▶ _Your task_
What follows is a listing. Write it all out exactly.

▶ _Given material_
- - - -
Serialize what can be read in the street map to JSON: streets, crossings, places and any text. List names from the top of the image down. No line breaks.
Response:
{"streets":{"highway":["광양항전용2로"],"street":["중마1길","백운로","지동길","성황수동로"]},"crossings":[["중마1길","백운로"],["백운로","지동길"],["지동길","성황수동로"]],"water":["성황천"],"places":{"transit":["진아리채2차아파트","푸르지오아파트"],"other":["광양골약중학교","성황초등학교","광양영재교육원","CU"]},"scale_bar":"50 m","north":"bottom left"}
- - - -
▶ _Answer to the problem_
Serialize what can be read in the street map to JSON: streets, crossings, places and any text. List names from the top of the image down. No line breaks.
Response:
{"streets":{"highway":["광양항전용2로"],"street":["중마1길","백운로","지동길","성황수동로"]},"crossings":[["중마1길","백운로"],["백운로","지동길"],["지동길","성황수동로"]],"water":["성황천"],"places":{"transit":["진아리채2차아파트","푸르지오아파트"],"other":["광양골약중학교","성황초등학교","광양영재교육원","CU"]},"scale_bar":"50 m","north":"bottom left"}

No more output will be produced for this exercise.